■ **Exercise aim**
Repeat the whole listing below precisely. Omit all pictures.

-- -- --

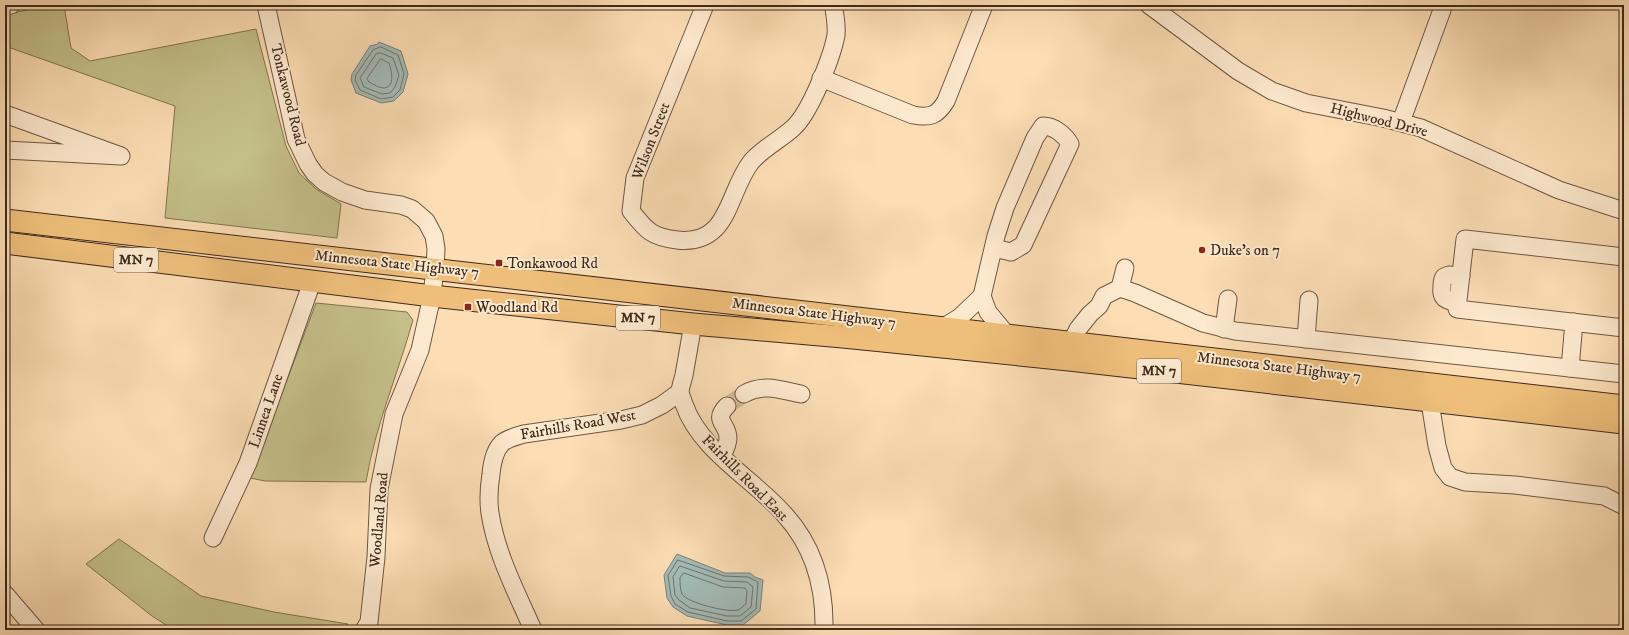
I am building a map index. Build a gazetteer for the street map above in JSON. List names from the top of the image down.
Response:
{
  "streets": {
    "main road": ["MN 7", "Minnesota State Highway 7"],
    "street": [
      "Tonkawood Road",
      "Highwood Drive",
      "Wilson Street",
      "Linnea Lane",
      "Fairhills Road West",
      "Fairhills Road East",
      "Woodland Road"
    ]
  },
  "crossings": [
    ["Tonkawood Road", "Minnesota State Highway 7"],
    ["Tonkawood Road", "Woodland Road"],
    ["Minnesota State Highway 7", "Linnea Lane"],
    ["Minnesota State Highway 7", "Fairhills Road East"],
    ["Minnesota State Highway 7", "Woodland Road"],
    ["Fairhills Road West", "Fairhills Road East"]
  ],
  "places": {
    "other": ["Duke's on 7"],
    "transit": ["Tonkawood Rd", "Woodland Rd"]
  }
}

-- -- --

■ **Task solution**
I am building a map index. Build a gazetteer for the street map above in JSON. List names from the top of the image down.
Response:
{
  "streets": {
    "main road": ["MN 7", "Minnesota State Highway 7"],
    "street": [
      "Tonkawood Road",
      "Highwood Drive",
      "Wilson Street",
      "Linnea Lane",
      "Fairhills Road West",
      "Fairhills Road East",
      "Woodland Road"
    ]
  },
  "crossings": [
    ["Tonkawood Road", "Minnesota State Highway 7"],
    ["Tonkawood Road", "Woodland Road"],
    ["Minnesota State Highway 7", "Linnea Lane"],
    ["Minnesota State Highway 7", "Fairhills Road East"],
    ["Minnesota State Highway 7", "Woodland Road"],
    ["Fairhills Road West", "Fairhills Road East"]
  ],
  "places": {
    "other": ["Duke's on 7"],
    "transit": ["Tonkawood Rd", "Woodland Rd"]
  }
}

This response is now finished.